WHAT IS EXPECTED –
Using the listing below, retype exactly the lines starting at the one with "M939,708L976,958" and ending at the one with "M666,1469L805,1371", and include both.

EXTRACTED ENTRIES –
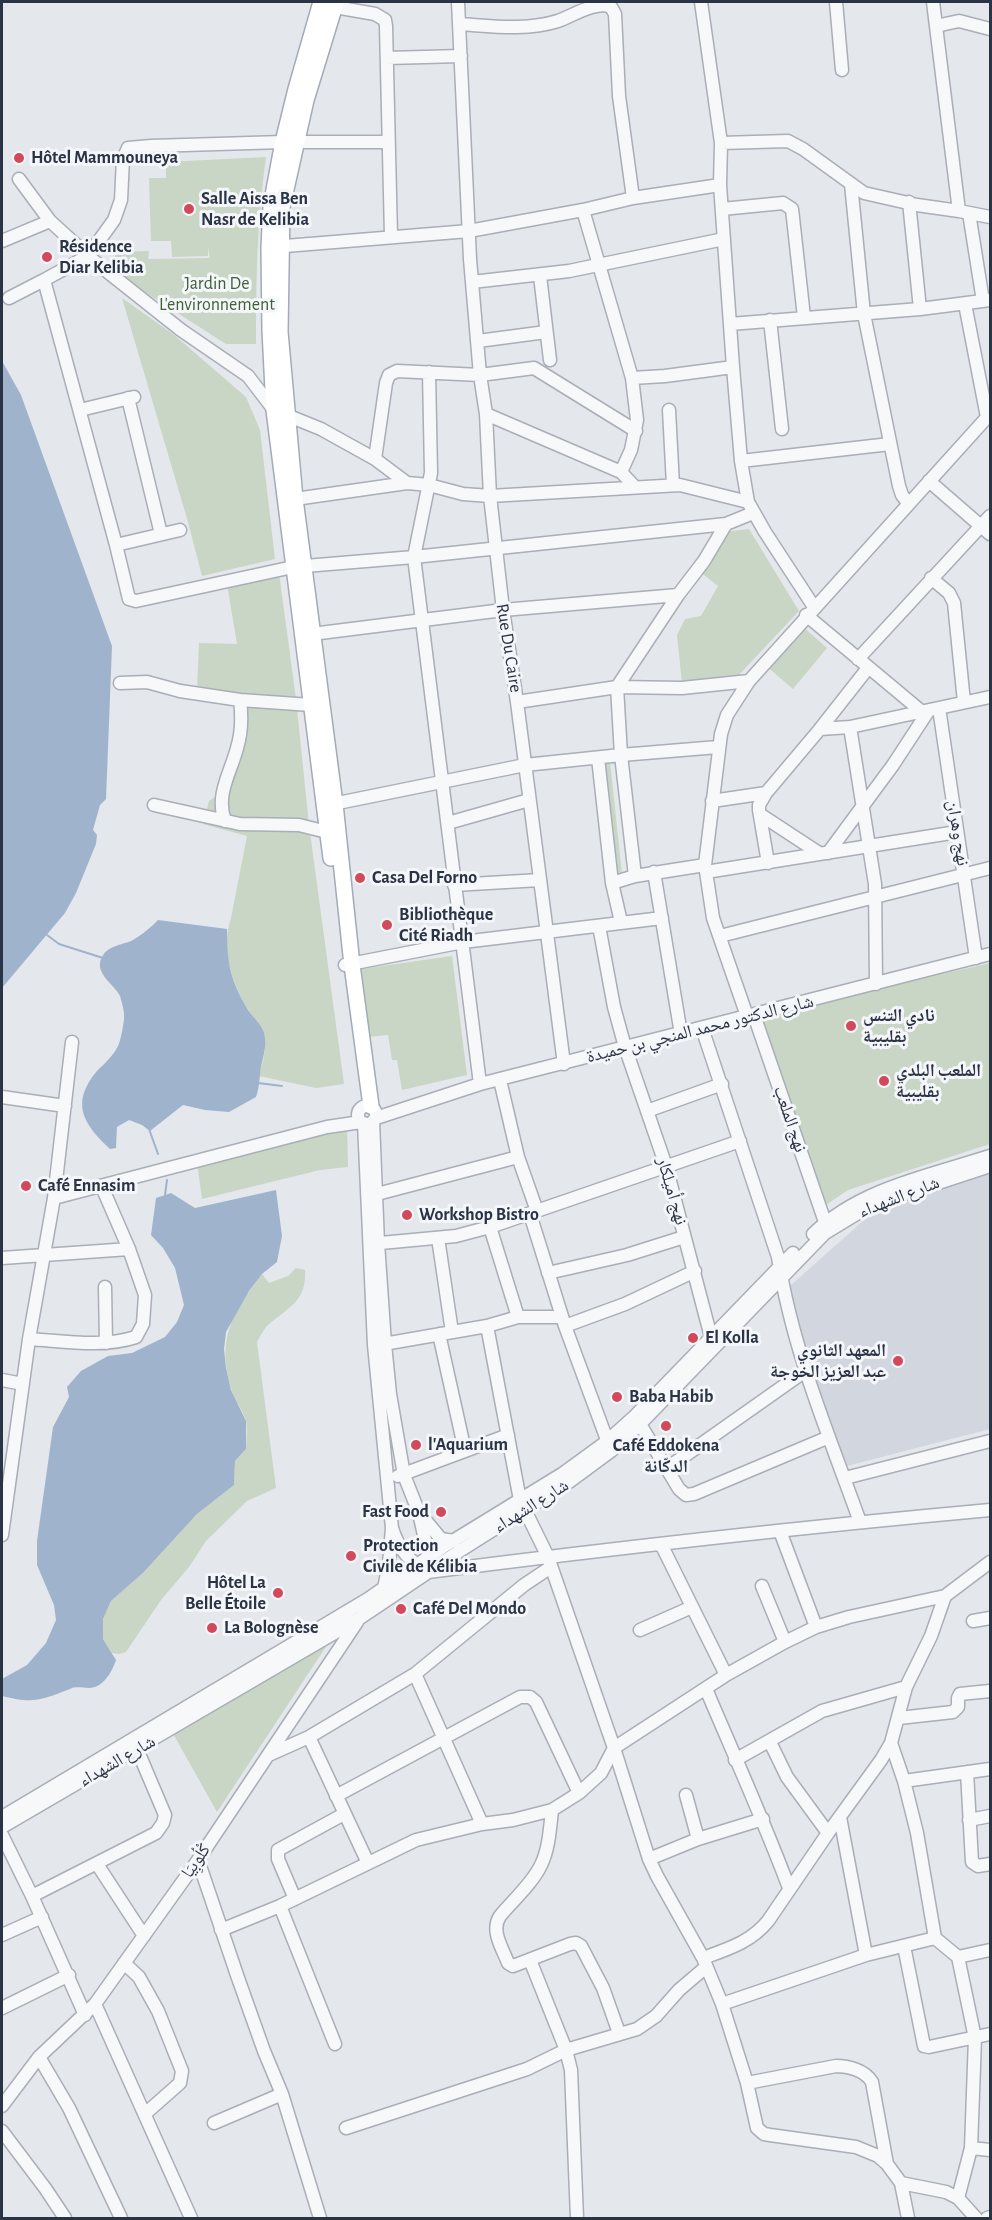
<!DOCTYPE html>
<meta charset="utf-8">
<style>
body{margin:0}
#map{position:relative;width:992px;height:2220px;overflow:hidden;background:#e4e7ec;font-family:"Alegreya Sans",sans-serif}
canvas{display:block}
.frame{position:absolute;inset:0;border:3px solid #2b3445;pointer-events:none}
</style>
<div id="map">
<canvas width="992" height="2220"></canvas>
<div class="frame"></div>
</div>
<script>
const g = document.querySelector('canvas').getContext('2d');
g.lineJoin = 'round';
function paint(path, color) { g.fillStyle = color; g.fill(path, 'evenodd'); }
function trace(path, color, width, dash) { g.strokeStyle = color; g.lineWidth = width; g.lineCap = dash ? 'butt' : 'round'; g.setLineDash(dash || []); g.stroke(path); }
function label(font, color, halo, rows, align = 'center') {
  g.font = font + ' "Alegreya Sans","Noto Naskh Arabic",sans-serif'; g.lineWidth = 6; g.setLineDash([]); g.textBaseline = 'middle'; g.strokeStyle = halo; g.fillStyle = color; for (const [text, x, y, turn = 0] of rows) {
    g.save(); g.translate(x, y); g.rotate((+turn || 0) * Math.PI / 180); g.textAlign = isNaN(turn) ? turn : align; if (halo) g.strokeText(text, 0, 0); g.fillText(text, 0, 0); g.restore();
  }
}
paint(new Path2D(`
 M990,1173V1429L843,1467L782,1293L881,1205Z`), '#d2d6de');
paint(new Path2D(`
 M266,157C257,222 256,279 256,344H226L115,273V252L149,251L148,259L210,258L208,248V256L172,257L171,241H151L149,178H166V162Z
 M122,298L173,334L246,397L260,430L275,559L202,576L188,522Z
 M749,529L799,611L737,677L682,683L677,635L685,619L701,616L718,586L699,571L723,532Z
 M279,573L296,699L309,825L344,1084L316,1088L259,1076C263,1062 267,1049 264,1035C263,1026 254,1019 249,1011C232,983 220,950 231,918L247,836L203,824L209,801L227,789L240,698L197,690L199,643L237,644L227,584Z
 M801,625L827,648L793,689L765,665Z
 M610,762L622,874L610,875L595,764Z
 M452,956L467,1075L402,1090L397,1060H392L388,1035L368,1037L361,969Z
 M990,963V1144L848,1190L820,1209L757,1017Z
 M347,1127L348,1167L320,1170L202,1199L197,1163Z
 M296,1268L305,1270C307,1302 288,1307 267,1326C263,1330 260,1337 257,1342L276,1488L247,1501L206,1541L189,1567L161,1600L126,1652L119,1654L112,1653L103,1639V1619L111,1601L143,1573L197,1514L234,1485L235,1461L246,1449C246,1441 248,1430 246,1421C243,1410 234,1399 231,1388C216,1338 233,1312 262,1274L269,1283L288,1276Z
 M335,1633L217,1812L171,1730Z`), '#c9d6c5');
paint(new Path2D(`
 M2,361L21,395L112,646L106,799L100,805L93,830L97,835L96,844L76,893L65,913L2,988Z
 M158,920L227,929C227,964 230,979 248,1010C253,1017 262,1025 264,1033C268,1049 261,1060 260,1075C259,1084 259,1088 256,1097L229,1112L205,1110L183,1105L150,1131L142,1125L129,1120L117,1127L116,1148L110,1149C83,1124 70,1103 97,1071C104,1064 114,1055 118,1046C121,1039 123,1027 124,1019C125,1013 122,1003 120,996C115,985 93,973 102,957C108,945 123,945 133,940C143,934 150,928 158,920Z
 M276,1190L282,1236L277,1262L262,1274L249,1291L226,1332L224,1349L226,1368L231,1390L246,1421V1449L235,1461L234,1485L197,1514L143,1573L111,1601L103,1619V1639L116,1660C112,1672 103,1688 89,1688C82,1688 76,1686 70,1689C41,1700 33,1704 2,1696V1679L27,1665L46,1643L56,1620L54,1605L37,1565V1541L53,1427L69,1397L67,1387L81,1371L108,1356L132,1353L165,1337L177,1322L184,1305L175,1268L163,1248L151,1235L156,1198L171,1193L195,1208Z`), '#9fb4cc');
trace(new Path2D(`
 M47,935L59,944L103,958
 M258,1083L282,1086
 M149,1129L158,1154
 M165,1195L167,1180`), '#9fb4cc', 2);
const minor = new Path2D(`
 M458,2L470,259L480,375L486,414L490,496L503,610L517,702L564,1064
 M701,2L721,143L720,185L733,367L741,461L748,502L765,532L814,607
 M836,2L842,70
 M933,2L959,211L990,217
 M335,7L375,14L385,20L386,26L391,236
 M459,24C492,26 526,31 558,21C572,16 597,0 611,7L615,14L619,96L633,198
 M936,26L959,21L990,29
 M387,58L461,56
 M387,142H283L151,146L128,148L123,159L121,200L114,220L88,256L44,280L116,545L129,599L136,601L293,567L414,557L726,524
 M721,143L788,141L803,149L864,193L917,205L959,211
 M19,179L50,221L94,261L181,330L248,376L274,410L321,429L375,459L407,483
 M851,184L864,314L899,486L902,495L908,503
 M909,202L920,309
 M722,209L783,203L792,209L804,317
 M583,210L632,378L637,420L631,450L621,472
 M969,213L983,301
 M2,241L50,221
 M273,247L469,231L583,210L633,198L720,185
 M540,276L550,360
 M472,282L569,271L724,239
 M9,298L44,280
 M965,304L987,417
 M770,320L782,429
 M730,324L920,309L990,300
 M478,341L546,332
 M429,372L431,473L414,557L480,1084
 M632,378L665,376L733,367
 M128,398L161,534
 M80,410L134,397
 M669,410L673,485
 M486,414L621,472L635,487
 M375,459L386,383L389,375L397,371L480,375L534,368L636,431
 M741,461L890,444
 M929,481L990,534
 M288,500L407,483L429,485L463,494L490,496L680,485L748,502
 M116,545L180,530
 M931,578L949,593L954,603L964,702
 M806,615L921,711
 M304,635L503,610L678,595
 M858,659L990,516
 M120,683L147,682L180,691L240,700L311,705
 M517,702L617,687L682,688L749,681
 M939,708L976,958
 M850,727L875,884L876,984
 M820,729L868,668
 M598,758L612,883L621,922
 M712,801L766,793
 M154,805L240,824L299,825L327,832
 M328,805L525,765L621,755L718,747
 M761,815L819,853
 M225,821C215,795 231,772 237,748C242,732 242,716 240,700
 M448,823L529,800
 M828,853L893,765L929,710
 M768,863L759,810V805L766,793L820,729L850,727L990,697
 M654,872L681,1034
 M706,872L957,832
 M635,876L621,755L617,687L678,595L704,561L726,524L753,513
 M612,883L635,876L705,865
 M454,885L540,880
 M599,926L614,1007L625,1047L666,1166L711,1337
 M720,936L990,868
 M345,965L463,942L662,918
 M754,1015L825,1222
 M747,1016L713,918L705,865L721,734L727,715L749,681L990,414
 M702,1028L778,1257C792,1349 829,1435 860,1522
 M500,1080L518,1157L537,1211
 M2,1097L65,1106
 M358 1115a9 9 0 1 1 18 0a9 9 0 1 1-18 0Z
 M647,1111L722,1084
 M376,1118L480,1084L990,954
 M373,1121L378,1243L385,1344L390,1394L404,1475L419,1513L430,1562
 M364,1123L374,1345L392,1528L389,1564L384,1588
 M377,1194L518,1157
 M54,1198L72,1042
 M530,1214L565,1326L610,1448
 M490,1227L518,1317
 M813,1234C861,1188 929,1176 990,1156
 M438,1238L452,1332
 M370,1244L456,1236L490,1227L740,1141
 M2,1258L129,1249
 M548,1273L627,1255L684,1237
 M105,1287L106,1343
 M487,1326L520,1500L548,1557L614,1748L649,1859L657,1876L703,1958L722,2004L747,2083L757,2128L764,2134L770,2135L856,2147L878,2156L887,2164L901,2183L946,2192L958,2198L976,2218
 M565,1326L625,1304L695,1271
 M439,1334L465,1451
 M29,1339C64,1341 102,1348 136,1337L143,1324L145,1295L129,1249L102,1187
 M378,1345L487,1326L518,1317H562
 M2,1380L23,1384
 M637,1419L679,1489L686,1495L694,1494L829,1437
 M666,1469L805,1371
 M398,1476L508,1435
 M845,1478L990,1441
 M422,1516L441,1539L454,1541
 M392,1528C398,1548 409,1562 428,1572C615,1548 803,1527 990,1510
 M780,1531L816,1627
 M2,1535L29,1339L54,1198L327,1127L361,1122
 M661,1544L726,1675
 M762,1586L785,1642
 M973,1621L990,1618
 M640,1630L692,1607
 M415,1674L482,1824
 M706,1689C734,1755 764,1821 789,1888
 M899,1718L953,1712L958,1707V1698L960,1694L990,1691
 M309,1737L368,1863
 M770,1742L787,1777L828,1833
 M891,1743L904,1781L917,1833L935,1938
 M271,1754L309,1737L415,1674L524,1585L551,1567
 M735,1760L822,1711L906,1687
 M967,1772L972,1862L978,1866L990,1864
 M904,1781L990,1769
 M686,1795L698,1839
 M336,1796L520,1697H530L536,1702L579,1793
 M552,1810C550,1828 549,1849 541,1865C532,1884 513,1900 500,1916C490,1931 503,1949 508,1963L513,1966L570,1944L576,1943L581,1946L603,1988L619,2033
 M2,1817L368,1599L443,1547L562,1474L606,1442L635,1416L793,1253
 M840,1817L866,1955
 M969,1820L990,1816
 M2,1827L360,1618L458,1552L569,1482L611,1451L640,1424L825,1233L871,1205L990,1166
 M2,1835L32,1896L85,2015
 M649,1859L698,1839L763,1819
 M198,1860L238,1978L264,2051L282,2094L320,2218
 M97,1864L144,1936
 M32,1896L156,1833L163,1823L165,1815L137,1749
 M295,1899L278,1859V1850L344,1814
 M280,1906L335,2044
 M221,1930L280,1906L416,1840L482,1824L513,1820L552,1810L579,1793L601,1773L614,1748L726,1675L785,1642L816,1627L849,1617L945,1596L990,1562
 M2,1935L42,1917
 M904,1946L924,2046L929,2047L990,2034
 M958,1957L975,2038L971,2148L958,2198
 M703,1958C728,1949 751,1942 768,1921L828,1833L881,1760L891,1743L906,1687L931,1636L945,1596
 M530,1960L566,2050L571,2070L577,2218
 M124,1963L139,1977L158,2011L182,2071L180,2083L146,2113
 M95,2004L191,2218
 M722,2004L866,1955L935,1938L958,1957L990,1950
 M2,2008L69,1975
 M39,2057L69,2108L121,2218
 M747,2083L836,2066C848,2066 865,2070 872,2082L887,2164
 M2,2106L39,2057L95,2004L198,1860L357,1622
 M214,2123L282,2094
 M346,2128L527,2069L566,2050L637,2029L656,2016L679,1990L706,1967
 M2,2131L45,2188L65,2218
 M971,2148L990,2150
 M901,2183L908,2218
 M987,2218L990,2217`);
const major = new Path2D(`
 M321,2L296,89L283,142L271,206L269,247L270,330L274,410L331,858
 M336,2L306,100L282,207L280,332L295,499L335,804L352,965L371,1106`);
trace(minor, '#a9aeb7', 15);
trace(major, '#a3abb8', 18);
trace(minor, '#f7f8fa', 12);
trace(major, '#fff', 15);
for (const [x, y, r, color] of [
 [19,158,6,"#d1495b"],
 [189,209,6,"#d1495b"],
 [47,257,6,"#d1495b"],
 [360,878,6,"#d1495b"],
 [387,925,6,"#d1495b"],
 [851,1026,6,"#d1495b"],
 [884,1081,6,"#d1495b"],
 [26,1186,6,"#d1495b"],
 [407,1215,6,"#d1495b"],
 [693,1338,6,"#d1495b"],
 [898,1361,6,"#d1495b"],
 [617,1397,6,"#d1495b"],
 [666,1426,6,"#d1495b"],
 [416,1445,6,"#d1495b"],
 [441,1512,6,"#d1495b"],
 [351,1556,6,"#d1495b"],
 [278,1593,6,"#d1495b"],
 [401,1609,6,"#d1495b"],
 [212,1628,6,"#d1495b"]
]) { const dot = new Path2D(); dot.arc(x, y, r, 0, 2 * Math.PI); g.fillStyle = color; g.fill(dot); trace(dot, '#f4f6f9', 2); }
label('bold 18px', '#2b3445', '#f4f6f9', [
 ["Hôtel Mammouneya",31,158],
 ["Salle Aissa Ben",201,199],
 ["Nasr de Kelibia",201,220],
 ["Résidence",59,247],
 ["Diar Kelibia",59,268],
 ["Casa Del Forno",372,878],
 ["Bibliothèque",399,915],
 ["Cité Riadh",399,936],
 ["نادي التنس",863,1016],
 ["بقليبية",863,1037],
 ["الملعب البلدي",896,1071],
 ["بقليبية",896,1092],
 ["Café Ennasim",38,1186],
 ["Workshop Bistro",419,1215],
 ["El Kolla",705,1338],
 ["المعهد الثانوي",886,1351,"right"],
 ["عبد العزيز الخوجة",886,1372,"right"],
 ["Baba Habib",629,1397],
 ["l'Aquarium",428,1445],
 ["Café Eddokena",666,1446,"center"],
 ["الدكّانة",666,1467,"center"],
 ["Fast Food",429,1512,"right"],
 ["Protection",363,1546],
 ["Civile de Kélibia",363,1567],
 ["Hôtel La",266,1583,"right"],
 ["Belle Étoile",266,1604,"right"],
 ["Café Del Mondo",413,1609],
 ["La Bolognèse",224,1628]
], 'left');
label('18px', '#3f6138', '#f4f6f9', [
 ["Jardin De",217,284],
 ["L'environnement",217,305]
]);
label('18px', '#2b3445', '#f4f6f9', [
 ["Rue Du Caire",509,648,81],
 ["نهج وهران",958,833,81],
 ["شارع الدكتور محمد المنجي بن حميدة",700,1029,-14],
 ["نهج الملعب",790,1119,71],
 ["نهج أميلكار",672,1191,74],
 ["شارع الشهداء",899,1197,-21],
 ["شارع الشهداء",531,1506,-32],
 ["شارع الشهداء",117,1761,-30],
 ["كْلُوبِيَا",196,1861,-55]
]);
</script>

WRITTEN REPLY –
 M939,708L976,958
 M850,727L875,884L876,984
 M820,729L868,668
 M598,758L612,883L621,922
 M712,801L766,793
 M154,805L240,824L299,825L327,832
 M328,805L525,765L621,755L718,747
 M761,815L819,853
 M225,821C215,795 231,772 237,748C242,732 242,716 240,700
 M448,823L529,800
 M828,853L893,765L929,710
 M768,863L759,810V805L766,793L820,729L850,727L990,697
 M654,872L681,1034
 M706,872L957,832
 M635,876L621,755L617,687L678,595L704,561L726,524L753,513
 M612,883L635,876L705,865
 M454,885L540,880
 M599,926L614,1007L625,1047L666,1166L711,1337
 M720,936L990,868
 M345,965L463,942L662,918
 M754,1015L825,1222
 M747,1016L713,918L705,865L721,734L727,715L749,681L990,414
 M702,1028L778,1257C792,1349 829,1435 860,1522
 M500,1080L518,1157L537,1211
 M2,1097L65,1106
 M358 1115a9 9 0 1 1 18 0a9 9 0 1 1-18 0Z
 M647,1111L722,1084
 M376,1118L480,1084L990,954
 M373,1121L378,1243L385,1344L390,1394L404,1475L419,1513L430,1562
 M364,1123L374,1345L392,1528L389,1564L384,1588
 M377,1194L518,1157
 M54,1198L72,1042
 M530,1214L565,1326L610,1448
 M490,1227L518,1317
 M813,1234C861,1188 929,1176 990,1156
 M438,1238L452,1332
 M370,1244L456,1236L490,1227L740,1141
 M2,1258L129,1249
 M548,1273L627,1255L684,1237
 M105,1287L106,1343
 M487,1326L520,1500L548,1557L614,1748L649,1859L657,1876L703,1958L722,2004L747,2083L757,2128L764,2134L770,2135L856,2147L878,2156L887,2164L901,2183L946,2192L958,2198L976,2218
 M565,1326L625,1304L695,1271
 M439,1334L465,1451
 M29,1339C64,1341 102,1348 136,1337L143,1324L145,1295L129,1249L102,1187
 M378,1345L487,1326L518,1317H562
 M2,1380L23,1384
 M637,1419L679,1489L686,1495L694,1494L829,1437
 M666,1469L805,1371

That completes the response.